- [Work to be completed]:
Omit the images, then repeat the listing exactly.

- [Material for the task]:
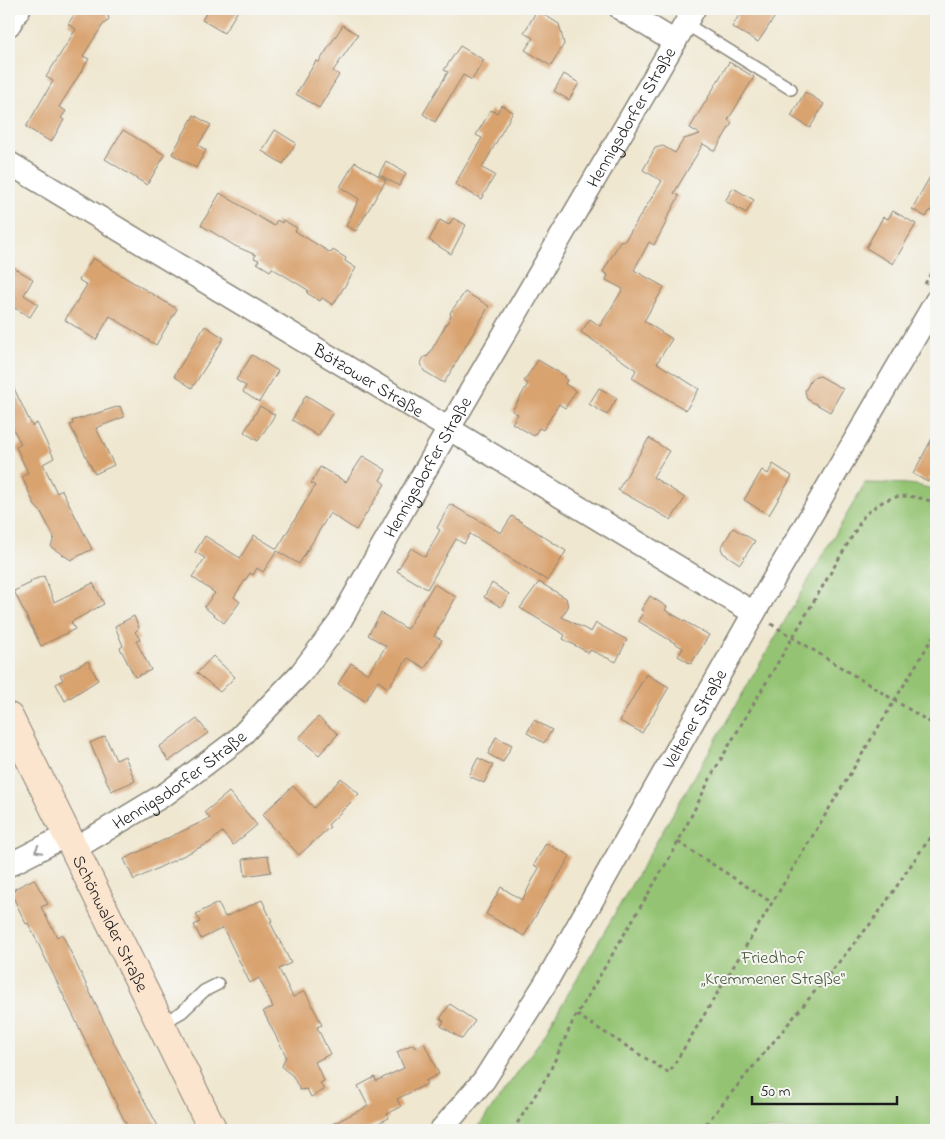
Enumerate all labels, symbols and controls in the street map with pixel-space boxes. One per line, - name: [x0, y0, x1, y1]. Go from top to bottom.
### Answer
- street label: Hennigsdorfer Straße: [581, 42, 684, 193]
- street label: Bötzower Straße: [306, 338, 428, 426]
- street label: Hennigsdorfer Straße: [378, 392, 480, 544]
- street label: Veltener Straße: [657, 664, 735, 776]
- street label: Hennigsdorfer Straße: [108, 725, 255, 838]
- one-way arrow: [34, 844, 43, 854]
- street label: Schönwalder Straße: [64, 851, 154, 998]
- park label: Friedhof „Kremmener Straße“: [701, 946, 845, 993]
- scale bar: [752, 1074, 898, 1106]
- text: 50 m: [760, 1081, 791, 1103]

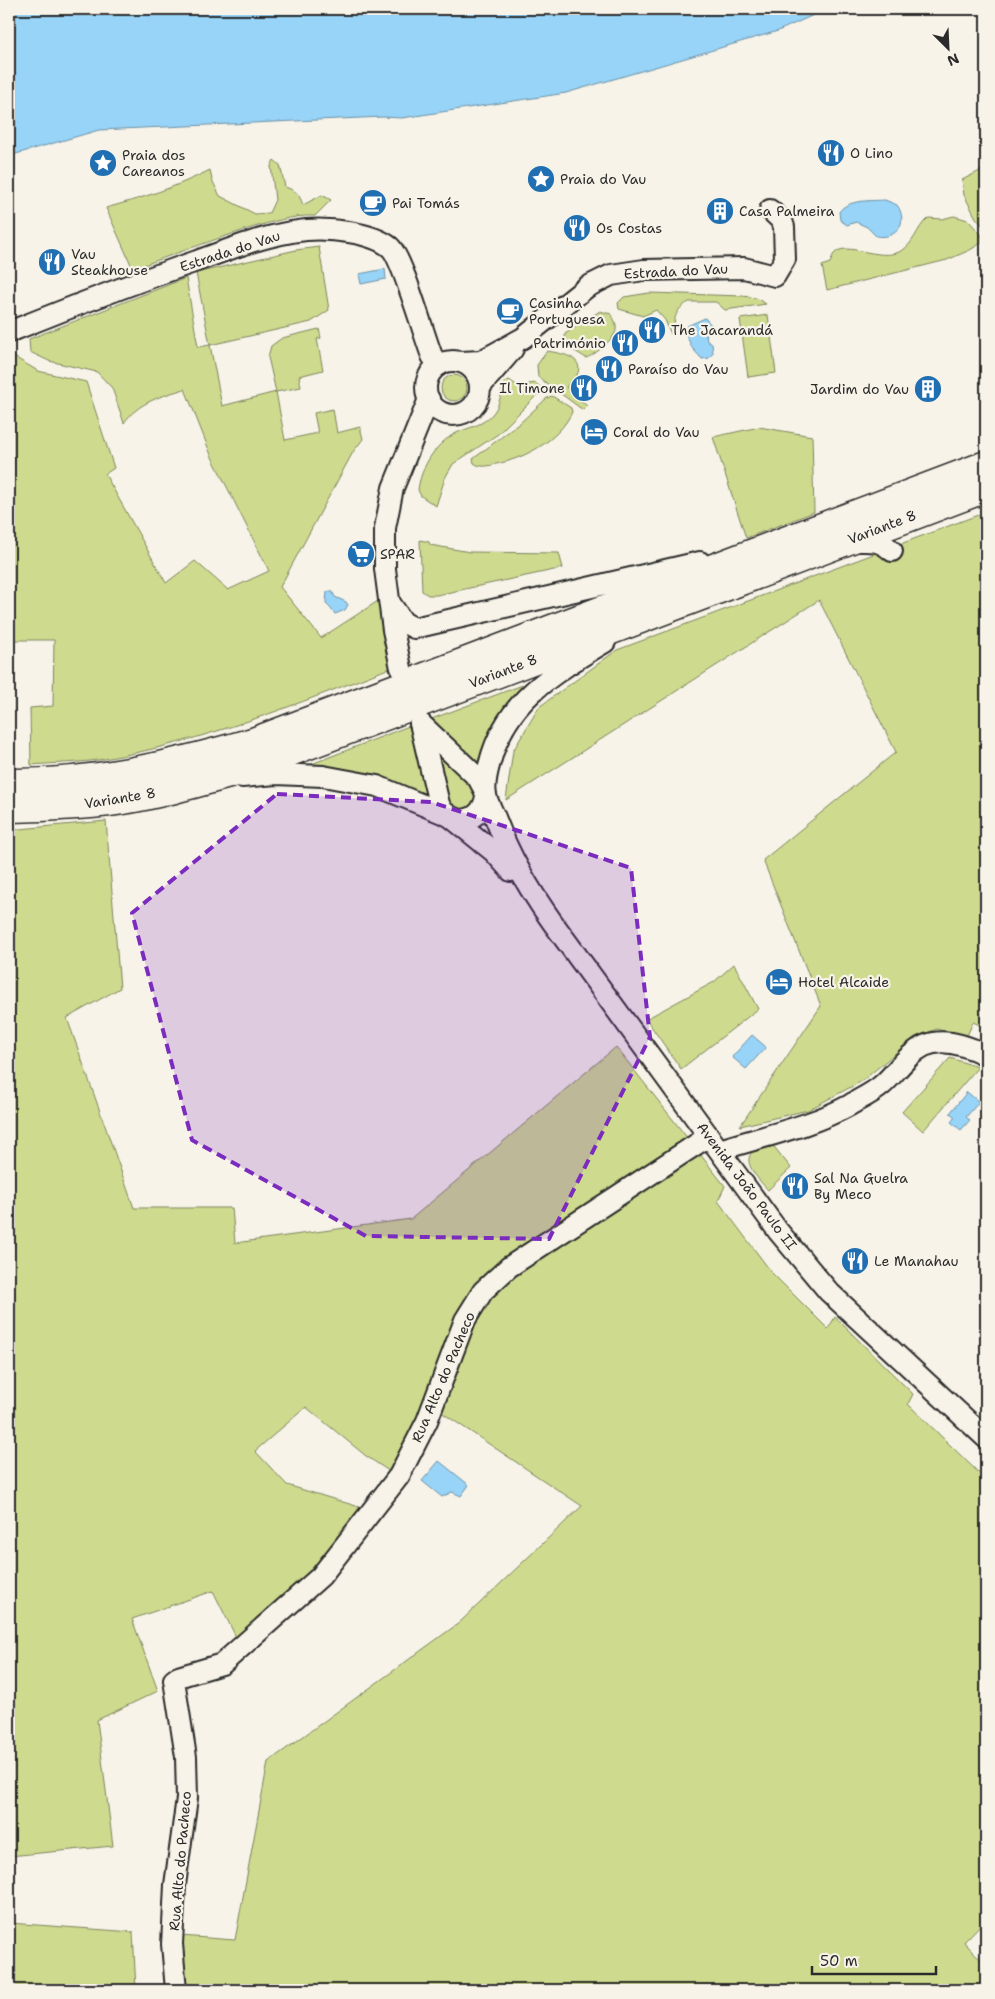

- [Exercise response]:
Enumerate all labels, symbols and controls in the street map with pixel-space boxes. One per line, - name: [x0, y0, x1, y1]. Go from top to bottom.
### Answer
- street label: Hennigsdorfer Straße: [581, 42, 684, 193]
- street label: Bötzower Straße: [306, 338, 428, 426]
- street label: Hennigsdorfer Straße: [378, 392, 480, 544]
- street label: Veltener Straße: [657, 664, 735, 776]
- street label: Hennigsdorfer Straße: [108, 725, 255, 838]
- one-way arrow: [34, 844, 43, 854]
- street label: Schönwalder Straße: [64, 851, 154, 998]
- park label: Friedhof „Kremmener Straße“: [701, 946, 845, 993]
- scale bar: [752, 1074, 898, 1106]
- text: 50 m: [760, 1081, 791, 1103]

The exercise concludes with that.